> **RECORDS FOR THIS EXERCISE**
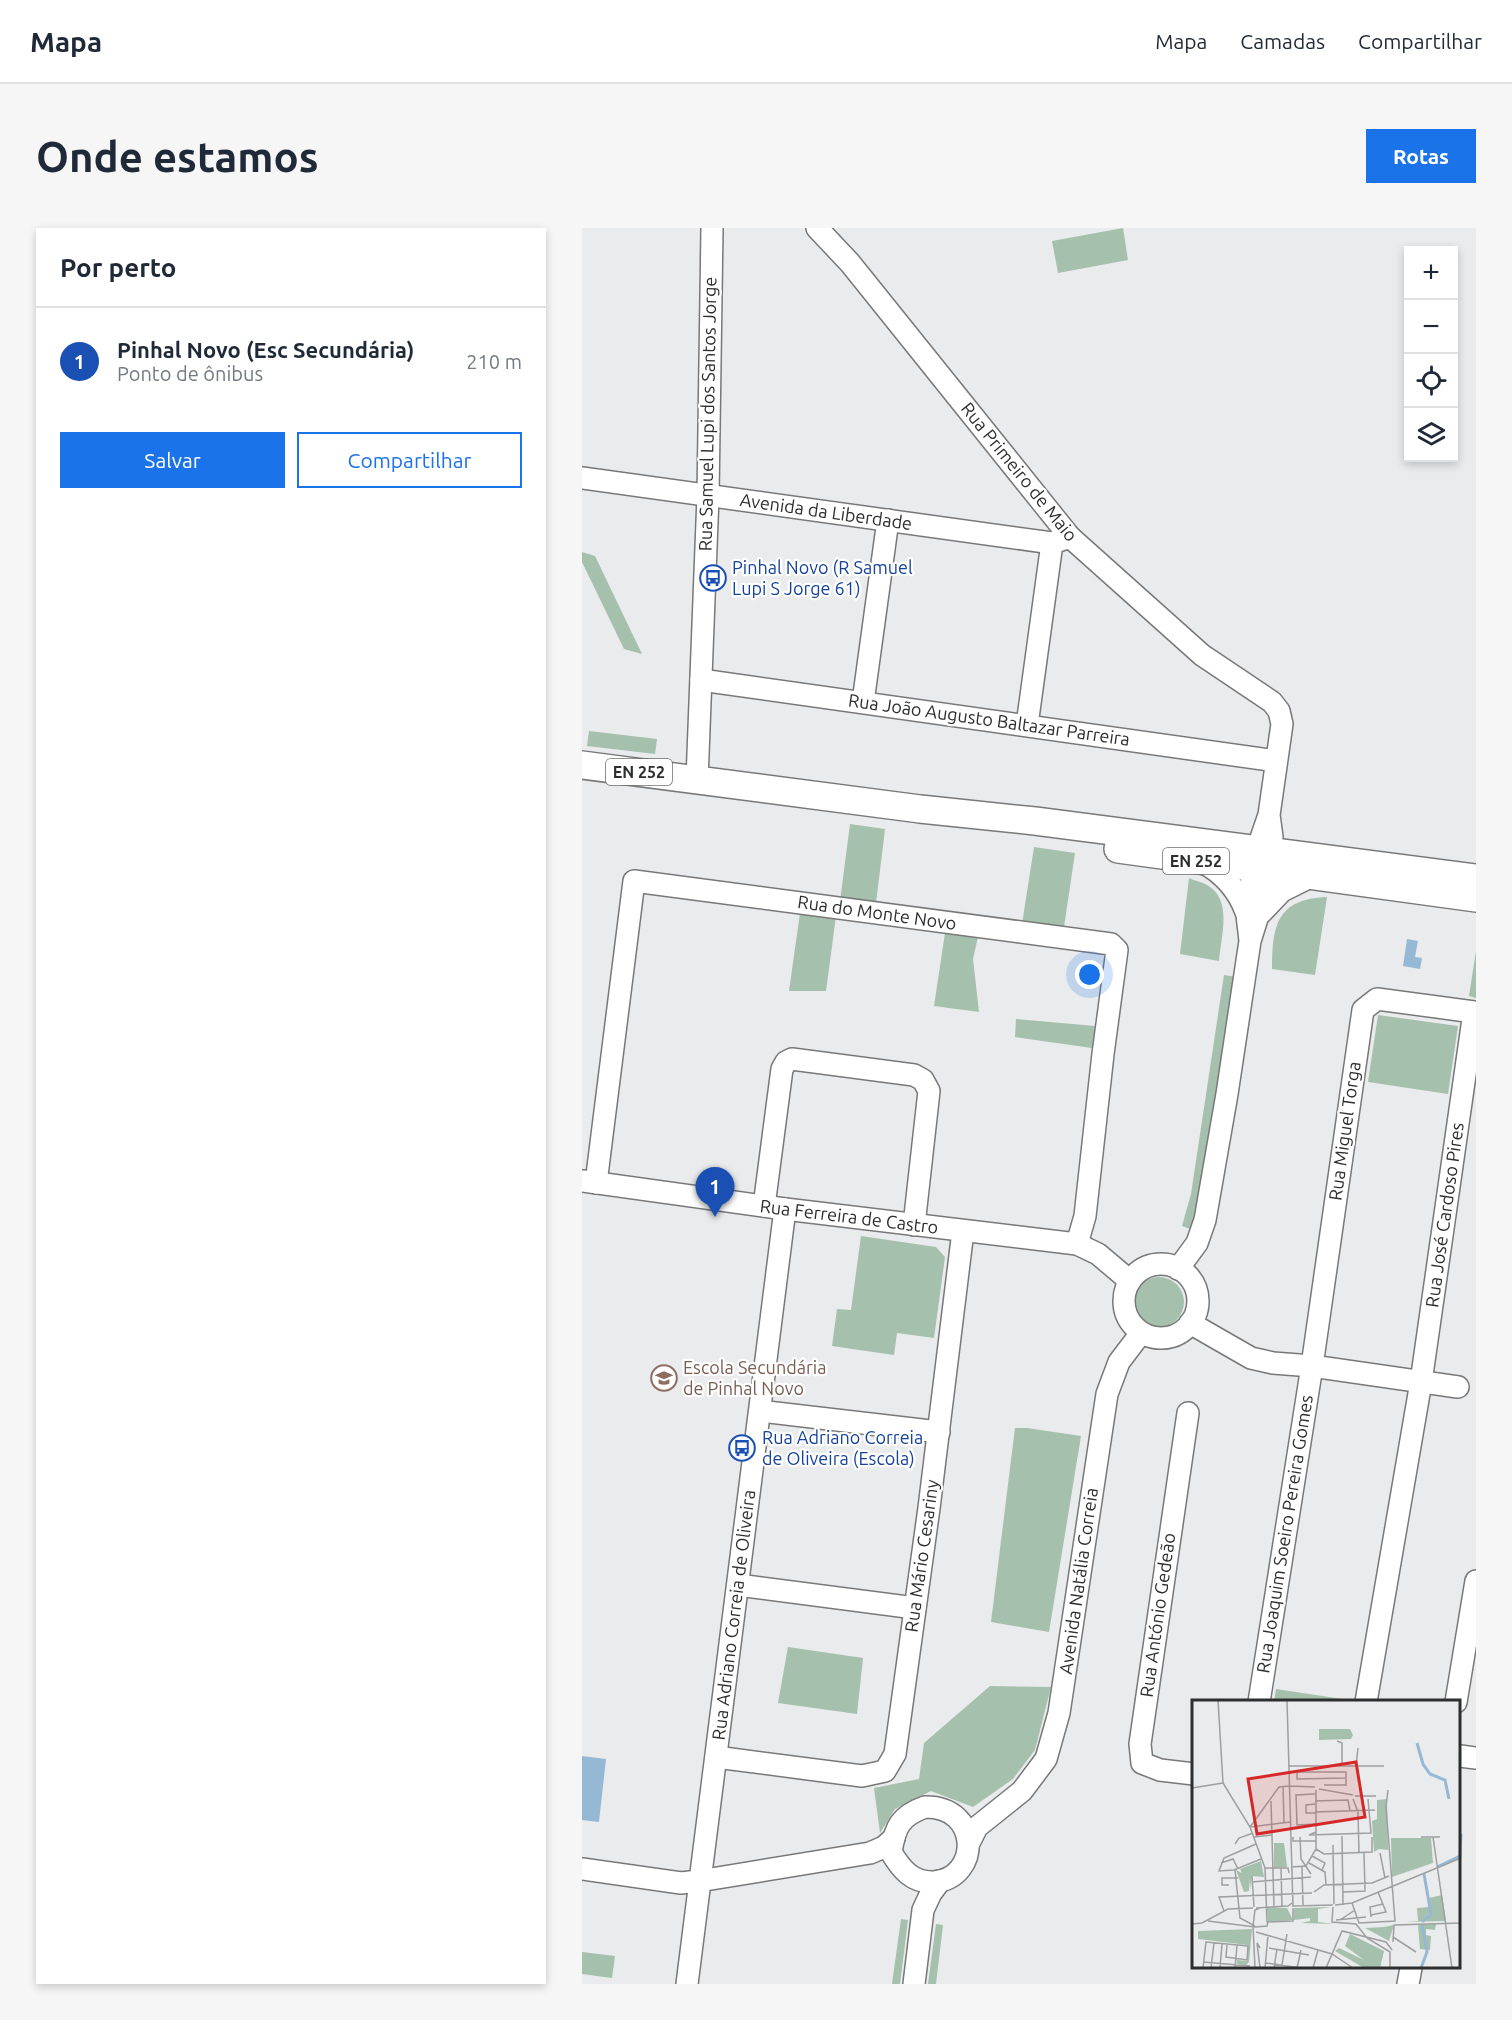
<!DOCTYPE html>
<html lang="pt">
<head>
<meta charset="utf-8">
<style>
  body { margin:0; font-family:Ubuntu,sans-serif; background:#f6f6f7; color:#1f2937 }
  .controls { position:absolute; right:18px; top:18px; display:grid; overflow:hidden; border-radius:0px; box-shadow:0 3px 9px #0003 }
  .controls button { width:54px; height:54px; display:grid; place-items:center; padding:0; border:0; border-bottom:2px solid #e0e1e3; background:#fff; color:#1f2937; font:30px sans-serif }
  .you { position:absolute; left:508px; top:747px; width:21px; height:21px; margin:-15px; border:4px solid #fff; border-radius:50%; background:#1a73e8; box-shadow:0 0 0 9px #1a73e833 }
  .badge { display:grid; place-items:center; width:39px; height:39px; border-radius:50%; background:#1a73e8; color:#fff; font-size:20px; font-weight:700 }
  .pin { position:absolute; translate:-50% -50px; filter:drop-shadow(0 2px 3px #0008) }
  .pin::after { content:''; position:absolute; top:32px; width:21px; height:18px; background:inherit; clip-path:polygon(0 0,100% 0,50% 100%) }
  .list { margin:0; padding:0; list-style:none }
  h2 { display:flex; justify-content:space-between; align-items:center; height:78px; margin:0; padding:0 24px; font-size:26px }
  h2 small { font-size:20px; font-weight:400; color:#747a83 }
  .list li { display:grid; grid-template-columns:39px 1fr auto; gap:18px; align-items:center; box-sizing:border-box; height:108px; padding:0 24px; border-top:2px solid #e0e1e3 }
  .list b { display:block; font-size:22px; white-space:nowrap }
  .list p { margin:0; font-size:20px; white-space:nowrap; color:#747a83 }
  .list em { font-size:20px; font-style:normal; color:#747a83 }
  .actions { display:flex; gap:12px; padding:18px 24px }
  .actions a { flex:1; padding:14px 0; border:2px solid #1a73e8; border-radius:0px; text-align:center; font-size:21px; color:#1a73e8 }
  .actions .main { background:#1a73e8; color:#fff }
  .icon { flex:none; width:33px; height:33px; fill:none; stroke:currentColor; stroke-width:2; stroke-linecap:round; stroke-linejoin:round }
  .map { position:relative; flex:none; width:894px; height:1756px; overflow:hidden; border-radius:0px }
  header { display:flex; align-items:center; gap:36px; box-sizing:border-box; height:84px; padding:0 30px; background:#fff; border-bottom:2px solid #e0e1e3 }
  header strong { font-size:28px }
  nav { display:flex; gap:33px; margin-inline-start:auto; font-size:21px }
  .intro { display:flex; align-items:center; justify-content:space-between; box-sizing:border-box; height:144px; padding:0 36px }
  h1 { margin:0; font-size:42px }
  .button { padding:15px 27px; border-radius:0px; background:#1a73e8; color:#fff; font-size:21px; font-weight:700 }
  main { display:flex; gap:36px; padding:0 36px }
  aside { flex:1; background:#fff; border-radius:0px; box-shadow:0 3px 9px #0003 }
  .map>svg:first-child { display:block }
  .green { fill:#a5c0ad }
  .water { fill:#95b9d5 }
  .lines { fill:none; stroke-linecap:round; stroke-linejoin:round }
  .minor-casing { stroke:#787879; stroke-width:24 }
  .major-casing { stroke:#787879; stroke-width:30 }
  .minor { stroke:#fff; stroke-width:21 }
  .major { stroke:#fff; stroke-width:27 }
  .labels { text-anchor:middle; stroke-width:4.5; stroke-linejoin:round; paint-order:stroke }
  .shield { fill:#fff; stroke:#6c6d6d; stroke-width:1.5 }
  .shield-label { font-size:16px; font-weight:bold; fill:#2d2e2e }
  .street-label { font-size:18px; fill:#2d2e2e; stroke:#fff }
  .transit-label { font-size:18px; fill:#164399; stroke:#fff; text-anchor:start }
  .education-label { font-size:18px; fill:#785e54; stroke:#fff; text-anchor:start }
  .inset-river { fill:none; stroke:#95b9d5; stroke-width:3 }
  .inset-road { fill:none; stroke:#9e9fa0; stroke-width:1.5 }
  .view { fill:#d62828; fill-opacity:0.15; stroke:#d62828; stroke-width:3 }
  .inset-edge { fill:none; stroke:#2d2e2e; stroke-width:3 }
</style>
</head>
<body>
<header>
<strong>Mapa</strong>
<nav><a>Mapa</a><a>Camadas</a><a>Compartilhar</a></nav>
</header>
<div class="intro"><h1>Onde estamos</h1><a class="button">Rotas</a></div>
<main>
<aside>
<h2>Por perto<small></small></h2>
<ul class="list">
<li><span class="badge" style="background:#1a4fb4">1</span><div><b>Pinhal Novo (Esc Secundária)</b><p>Ponto de ônibus</p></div><em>210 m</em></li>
</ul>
<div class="actions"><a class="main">Salvar</a><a>Compartilhar</a></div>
</aside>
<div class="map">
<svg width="894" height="1756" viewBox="0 0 894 1756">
  <rect width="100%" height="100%" fill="#eaebec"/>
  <g class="green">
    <path d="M 541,0 L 546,32 L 476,45 L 470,13 Z"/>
    <path d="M 0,324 L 13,328 L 60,426 L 42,421 L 0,334 Z"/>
    <path d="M 7,503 L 75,511 L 73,526 L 5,518 Z"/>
    <path d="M 268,596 L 303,601 L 294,675 L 258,673 Z"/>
    <path d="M 452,619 L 493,625 L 482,699 L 440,696 Z"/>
    <path d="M 607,650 C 613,653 620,654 625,657 C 651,671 639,709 637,733 L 598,726 Z"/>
    <path d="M 745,669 L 733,747 L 690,741 C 690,697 695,671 745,669 Z"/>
    <path d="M 218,685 L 254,688 L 244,763 L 207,763 Z"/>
    <path d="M 363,705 L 396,709 L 391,731 L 397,784 L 352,778 Z"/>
    <path d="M 894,723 L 894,770 L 887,768 Z"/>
    <path d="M 642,747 L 654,749 L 622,968 L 611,1002 L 600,998 L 609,966 Z"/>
    <path d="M 796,787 L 876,798 L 866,866 L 786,854 Z"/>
    <path d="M 434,791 L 513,798 L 510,820 L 433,809 Z"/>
    <path d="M 279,1008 L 354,1019 L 363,1029 L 352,1110 L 315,1105 L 312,1127 L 250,1118 L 255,1081 L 269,1082 Z"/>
    <circle cx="577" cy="1074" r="25"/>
    <path d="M 433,1200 L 445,1200 L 499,1208 L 467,1404 L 409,1394 Z"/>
    <path d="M 206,1419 L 281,1430 L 275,1486 L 196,1475 Z"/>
    <path d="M 408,1458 L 469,1459 L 453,1522 L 431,1551 L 391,1579 L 349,1563 L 313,1581 L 298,1605 L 292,1560 L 337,1551 L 342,1515 Z"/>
    <path d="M 694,1461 L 773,1473 L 692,1474 Z"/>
    <path d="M 319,1691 L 326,1692 L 318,1756 L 310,1756 Z"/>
    <path d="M 354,1696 L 361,1697 L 354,1756 L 346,1756 Z"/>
    <path d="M 0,1724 L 33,1728 L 30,1750 L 0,1746 Z"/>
  </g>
  <g class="water">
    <path d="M 825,711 L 836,713 L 833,729 L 840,730 L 838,741 L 821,738 Z"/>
    <path d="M 0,1528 L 24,1531 L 17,1594 L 0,1592 Z"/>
  </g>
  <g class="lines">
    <g class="minor-casing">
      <g id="minor">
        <path d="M 235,0 L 268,35 L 488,309 L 620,427 L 690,474 L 697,483 L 700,496 L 687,587 L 678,613 L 682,623 L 690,609 L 687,587"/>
        <path d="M 0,250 L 470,315 L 488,309"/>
        <path d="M 119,452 L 694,533"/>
        <path d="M 281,474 L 306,292"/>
        <path d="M 445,497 L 470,315"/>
        <path d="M 115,552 L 126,268 L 130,0"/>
        <path d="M 620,634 C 641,645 656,662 664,684"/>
        <path d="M 679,685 L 700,663 L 728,649"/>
        <path d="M 1,953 L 203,981 L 495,1016 L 516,1026 L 548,1053"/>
        <path d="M 14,955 L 52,653 L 529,716 L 535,722 L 521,826 L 503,988 L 495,1016"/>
        <path d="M 182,978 L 200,841 L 204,834 L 210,831 L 332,847 L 341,852 L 347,863 L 332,997"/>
        <circle cx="579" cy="1073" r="37"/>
        <path d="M 596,1041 L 615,1015 L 623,992 L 645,866 L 668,713 L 682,668 L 683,653 L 679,642 C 657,662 666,688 668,713"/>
        <path d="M 608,1095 L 669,1130 L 691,1135 L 730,1138 L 876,1159"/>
        <path d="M 178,1183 L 357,1204"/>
        <path d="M 606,1185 L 558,1516 L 560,1535 L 578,1542 L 612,1546"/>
        <path d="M 156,1357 L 333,1380"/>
        <path d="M 677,1474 L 730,1138 L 781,782 L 795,771 L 892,784 L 839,1154 L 784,1474"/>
        <path d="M 874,1474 L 894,1353"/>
        <path d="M 878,1528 L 894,1530"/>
        <path d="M 134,1529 L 280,1548 L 303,1543 L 313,1526 L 347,1280 L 381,1003"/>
        <path d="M 343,1579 C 399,1578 399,1650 352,1654 C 330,1655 319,1641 309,1624 C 313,1599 318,1588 343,1579 Z"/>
        <path d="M 387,1615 L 395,1599 L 440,1563 L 464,1531 L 477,1485 L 525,1166 L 537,1134 L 559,1105"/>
        <path d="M 0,1641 L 99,1655 L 117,1653 L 288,1625 L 302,1619 L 312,1610"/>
        <path d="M 105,1756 L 203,981"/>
        <path d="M 332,1756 L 341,1682 L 349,1665 L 358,1653"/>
        <path d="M 826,1756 L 829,1740"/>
      </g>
    </g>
    <g class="major-casing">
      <g id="major">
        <path d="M 0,537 L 338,581 L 453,593 L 894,650"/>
        <path d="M 536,621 L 894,670"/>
      </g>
    </g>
    <use href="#minor" class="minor"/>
    <use href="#major" class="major"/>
  </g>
  <defs>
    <g id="bus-ring" transform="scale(1.35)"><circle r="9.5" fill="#fff" stroke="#1a4fb4" stroke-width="1.5"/><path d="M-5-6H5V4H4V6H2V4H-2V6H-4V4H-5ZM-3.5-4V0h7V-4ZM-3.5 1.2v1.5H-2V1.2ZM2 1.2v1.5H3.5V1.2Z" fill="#1a4fb4"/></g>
    <g id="school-ring" transform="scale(1.35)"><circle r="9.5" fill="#fff" stroke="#8d6e63" stroke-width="1.5"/><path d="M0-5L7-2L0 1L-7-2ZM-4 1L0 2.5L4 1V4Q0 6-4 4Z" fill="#8d6e63"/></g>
  </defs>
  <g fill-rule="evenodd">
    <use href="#bus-ring" x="131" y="350"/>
    <use href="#school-ring" x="82" y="1150"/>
    <use href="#bus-ring" x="160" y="1220"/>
  </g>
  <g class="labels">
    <g class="shield">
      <rect x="24" y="531" width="66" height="26" rx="4.5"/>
      <rect x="581" y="620" width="66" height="26" rx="4.5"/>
    </g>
    <g class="shield-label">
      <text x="57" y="550">EN 252</text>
      <text x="614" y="639">EN 252</text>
    </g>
    <g class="street-label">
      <text transform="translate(126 186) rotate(-89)" y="6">Rua Samuel Lupi dos Santos Jorge</text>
      <text transform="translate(437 244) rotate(51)" y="6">Rua Primeiro de Maio</text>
      <text transform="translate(244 284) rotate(8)" y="6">Avenida da Liberdade</text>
      <text transform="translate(407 492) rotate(8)" y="6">Rua João Augusto Baltazar Parreira</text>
      <text transform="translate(295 685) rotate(8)" y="6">Rua do Monte Novo</text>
      <text transform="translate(763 903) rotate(-82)" y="6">Rua Miguel Torga</text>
      <text transform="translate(863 987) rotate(-82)" y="6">Rua José Cardoso Pires</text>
      <text transform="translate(267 989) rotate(7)" y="6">Rua Ferreira de Castro</text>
      <text transform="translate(703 1306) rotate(-81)" y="6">Rua Joaquim Soeiro Pereira Gomes</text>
      <text transform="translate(340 1328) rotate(-82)" y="6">Rua Mário Cesariny</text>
      <text transform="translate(497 1353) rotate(-82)" y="6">Avenida Natália Correia</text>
      <text transform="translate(152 1387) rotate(-83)" y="6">Rua Adriano Correia de Oliveira</text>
      <text transform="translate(576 1387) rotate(-82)" y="6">Rua António Gedeão</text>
    </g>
    <g class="transit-label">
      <text x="150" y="346">Pinhal Novo (R Samuel<tspan x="150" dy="21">Lupi S Jorge 61)</tspan></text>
      <text x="180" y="1216">Rua Adriano Correia<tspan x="180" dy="21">de Oliveira (Escola)</tspan></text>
    </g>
    <g class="education-label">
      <text x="101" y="1146">Escola Secundária<tspan x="101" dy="21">de Pinhal Novo</tspan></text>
    </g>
  </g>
  <g transform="translate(610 1472)">
    <rect width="268" height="268" fill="#eaebec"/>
    <path d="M 127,29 L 158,29 L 161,35 L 159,39 L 127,40 ZM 195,99 L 196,150 L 187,149 L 182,152 L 180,121 L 185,119 L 185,100 ZM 199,138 L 239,138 L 241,163 L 200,177 ZM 82,143 L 92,143 L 95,167 L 82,168 ZM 69,161 L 72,177 L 60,176 L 58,190 L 57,177 L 57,191 L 52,192 L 44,170 L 50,173 L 48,169 ZM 250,195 L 254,221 L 214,222 L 226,221 L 225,208 L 237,207 L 238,213 L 232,219 L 239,215 L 237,198 ZM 139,207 L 126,209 L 126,222 L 142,224 L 109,223 L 118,221 L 118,218 L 102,220 L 102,208 ZM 75,208 L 95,208 L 101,220 L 76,222 ZM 244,224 L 243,230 L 234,229 L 234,235 L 239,236 L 238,250 L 228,249 L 226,225 ZM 202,225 L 197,241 L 173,228 L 192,227 ZM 60,229 L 57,262 L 54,265 L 45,264 L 45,260 L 55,261 L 56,245 L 6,239 L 6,231 ZM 158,234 L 192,251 L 188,268 L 172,268 L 143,251 L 147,248 L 172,260 L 153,246 Z" fill="#a5c0ad"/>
    <path class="inset-river" d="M 225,43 L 231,64 L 238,74 L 253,80 L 257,99M 245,167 L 268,156 L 269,134M 230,222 L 239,214 L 232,174M 229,268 L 235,252 L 230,225"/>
    <path class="inset-road" d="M 26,0 L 31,83 L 58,127 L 73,168 L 75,222 L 101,221 L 101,208M 95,0 L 101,207M 145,41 L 150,43 L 150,66M 96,66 L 192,66M 164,66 L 166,48M 105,72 L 154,72 L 154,78 L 105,79 ZM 132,85 L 154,85 L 154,78M 91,86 L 92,122M 98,86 L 123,87M 0,88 L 31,83M 127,89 L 161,95M 123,94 L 104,95 L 105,125 L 124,124M 163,96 L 184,96M 161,99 L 166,112 L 167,153M 79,101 L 82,207M 123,101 L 156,100 L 158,111M 123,104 L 114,105 L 114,113 L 123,113M 123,112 L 183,110M 58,127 L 87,87 L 97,86M 58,127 L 98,122M 124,132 L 117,135 L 179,133 L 176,99M 150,136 L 151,205M 62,137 L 80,135M 101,137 L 101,141 L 124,141M 108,137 L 109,159 L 119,174M 229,137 L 248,137M 241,137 L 260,268M 43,144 L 47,138 L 61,133M 64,144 L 32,158 L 27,171 L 42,170 L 69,159M 141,145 L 142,204M 124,149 L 132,154 L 180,152 L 180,137M 188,153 L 193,178M 120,156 L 133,163 L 130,170M 29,163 L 41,159 L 46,169M 117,163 L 133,172 L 134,185M 99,167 L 114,166 L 124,149 L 124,90M 110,167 L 111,206M 73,168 L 96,168 L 97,173M 89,168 L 90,207M 43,170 L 48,218 L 63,226M 60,176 L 62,207M 60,182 L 119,177M 37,185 L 30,185 L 30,178 L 46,178M 122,192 L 132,185 L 180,183 L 197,176M 151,192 L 173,191 L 172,153M 160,203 L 167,223 L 203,221 L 194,107 L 196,90M 143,205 L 160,203 L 269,158M 101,206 L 141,205M 141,207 L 140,222 L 164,224 L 175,238 L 198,252 L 198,268M 64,208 L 96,206 L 100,203M 32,211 L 27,197 L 120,193M 179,215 L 194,212 L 186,192M 179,217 L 178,207 L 191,204M 144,220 L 174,217M 148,220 L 163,210M 16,221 L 63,227 L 75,226 L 76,222M 0,224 L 10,223 L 36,209 L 61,208M 64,232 L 140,254 L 161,268M 201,237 L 224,252M 201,242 L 202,225 L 269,223M 77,248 L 117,255M 11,262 L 58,266M 74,263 L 109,268M 90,265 L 95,234M 11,268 L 14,242 L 56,246 L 55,260 L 34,257 L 35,244M 19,268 L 22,243M 28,268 L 30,244M 43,268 L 45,245M 63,268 L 61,226 L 63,210 L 68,208M 68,268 L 65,243 L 68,248M 73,268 L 76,235M 82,268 L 85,249M 105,268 L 109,250M 121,268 L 126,250M 134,268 L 150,231 L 194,242 L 200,250"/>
    <path class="view" d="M 164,62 L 173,117 L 65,134 L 56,79 Z"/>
    <rect width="268" height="268" class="inset-edge"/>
  </g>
</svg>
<div class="controls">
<button>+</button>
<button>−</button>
<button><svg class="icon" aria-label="locate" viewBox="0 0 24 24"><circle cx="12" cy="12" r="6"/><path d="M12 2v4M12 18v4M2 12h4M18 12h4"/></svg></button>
<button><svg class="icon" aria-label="layers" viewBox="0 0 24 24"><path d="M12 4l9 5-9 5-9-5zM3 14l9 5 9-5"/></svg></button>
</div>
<div class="you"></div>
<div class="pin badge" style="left:133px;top:989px;background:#1a4fb4">1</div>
</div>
</main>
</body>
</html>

> **WHAT YOU ARE ASKED TO DO**
When you find a line in the records that contains the word "place", copy it.

> **RESULT FOR THIS EXERCISE**
  .controls button { width:54px; height:54px; display:grid; place-items:center; padding:0; border:0; border-bottom:2px solid #e0e1e3; background:#fff; color:#1f2937; font:30px sans-serif }
  .badge { display:grid; place-items:center; width:39px; height:39px; border-radius:50%; background:#1a73e8; color:#fff; font-size:20px; font-weight:700 }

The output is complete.